After reading the synopsis for the American film CODA (Children of Deaf Adults) but prior to seeing it, I felt as if I’d seen this movie before, and, as a matter of fact, it is based on a 2015 French film called La famille Belier. However, when I looked through my files and then online to check out my suspicions I realized I hadn’t seen the original (which, for what it’s worth, doesn’t seem to have received distribution in Japan or, for that matter, in any English-speaking countries). Nevertheless, the high concept hook of the story—the only hearing member of a family of deaf people decides to pursue her love of singing—seems so readymade for a certain species of domestic drama that I’m sure variations on the theme are rampant. It’s the way the international movie industry works.
The American film takes place in Gloucester, a fishing town on the Massachusetts coast. Our hero, Ruby (Emilia Jones), works with her father, Frank (Troy Kotsur), mother Jackie (Marlee Matlin), and older brother Leo (Daniel Durant), on the family’s fishing boat. Ruby is the only member who can hear and speak, and thus is stuck with the job of interpreting for her family with the world of the hearing. She has a rough time of it, mainly because her parents have fully manifested the kind of Yankee bullheadedness ascendant in this part of the country, and they not only make great demands on the buyers and distributors they deal with, but have developed a kind of passe working-class attitude that embarrasses Ruby. (Farting and having loud sex are the questionable shorthand the film uses to convey this particular predicament.) For the most part, the familial relationships depicted have a natural appeal that the writer-director, Sian Heder, handles with care and imagination, but the movie is about much more; perhaps too much more.
Ruby loves to sing, and in early scenes on the boat we hear her humming and giving full voice to some familiar R&B lines, which her family can’t hear. So when she decides to join the high school chorus club as an extracurricular activity, her mother looks at her askance: Are you doing this just because your parents are deaf? It’s not an unreasonable question, and one the viewer has likely already asked themself. More problematic is how Ruby proves herself to not only be up to the challenge, but on top of it. At first, her self-consciousness gets in the way, but then the feisty, arrogantly confident, Motown-obsessed choirmaster (Eugenio Derbez), sensing something “unique,” essentially bullies Ruby into revealing her native talents, which the viewer may or may not buy since there is no prior indication that she’s had any musical or vocal training at all.

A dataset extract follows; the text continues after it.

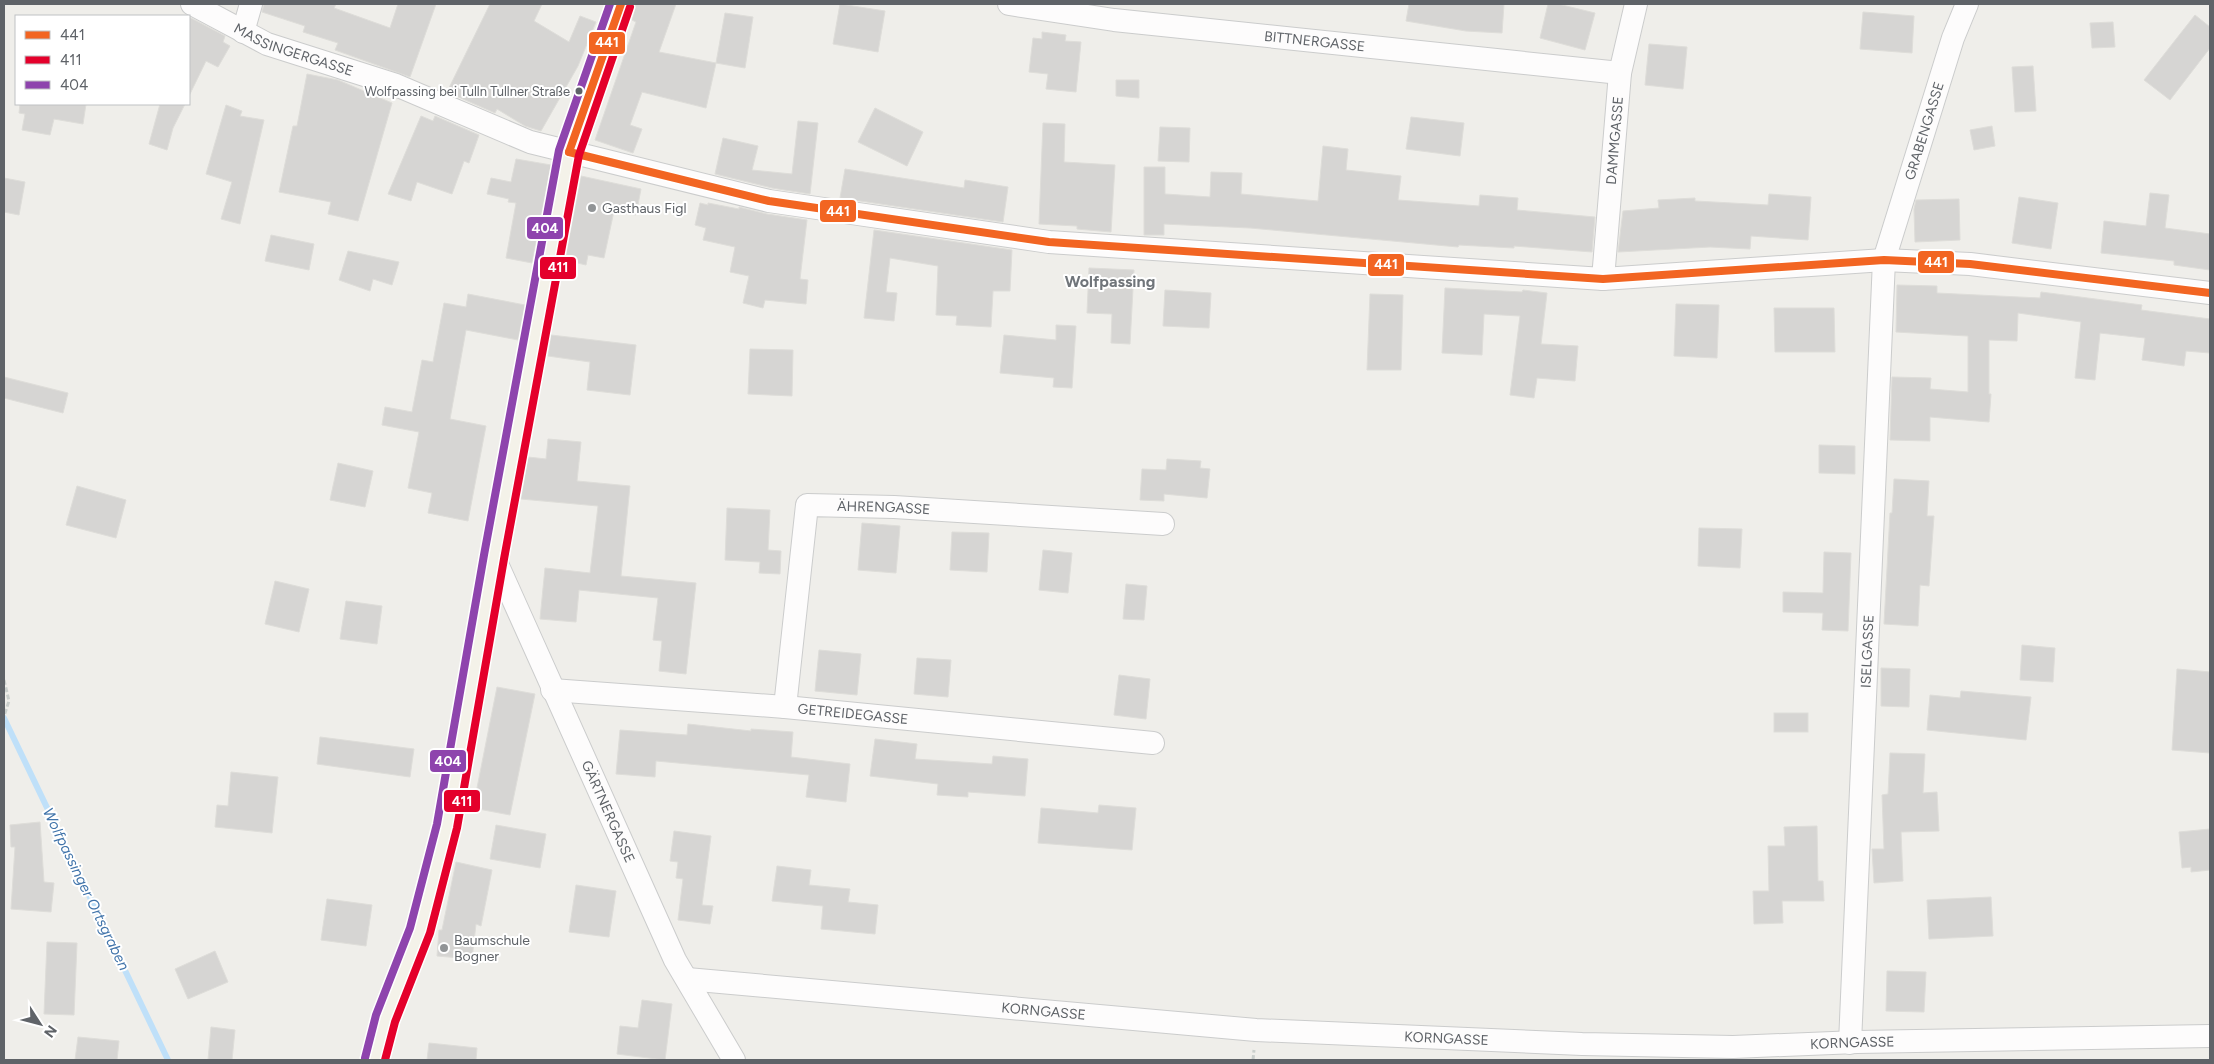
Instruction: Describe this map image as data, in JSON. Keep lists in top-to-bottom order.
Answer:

The rest of the movie writes itself, and by stressing Ruby’s musical triumphs—a public performance in which she shines, an audition for the Berklee School of Music—over her conflicts with her family, which need her to participate in their troubled business, the movie produces a conflict that is so automatic it could have been concocted by AI. Nevertheless, the family scenes maintain a healthy naturalism even in their sentimentality, thanks mainly to Kotsur, whose expressive range is formidable. Frank is by far the film’s most complicated character, a proud man who knows his deafness makes him a mark but is determined not to be taken advantage of. This pugnaciousness extends to his role as paterfamilias, and Heder has the good judgment to led him carry the movie, or, at least, carry it during those scenes where he’s on screen. The rest, which dabbles in first-love cliches and the inevitable heartbreak of leaving one’s home, is pretty trite.
In English and ASL. Opens Jan. 21 in Tokyo at Toho Cinemas Hibiya (050-6868-5068), Toho Cinemas Shinjuku (050-6868-5063), Shinjuku Wald 9 (03-5369-4955), Toho Cinemas Roppongi Hills (050-6868-5024), Toho Cinemas Shibuya (050-6868-5002), Toho Cinemas Nihonbashi (050-6868-5060).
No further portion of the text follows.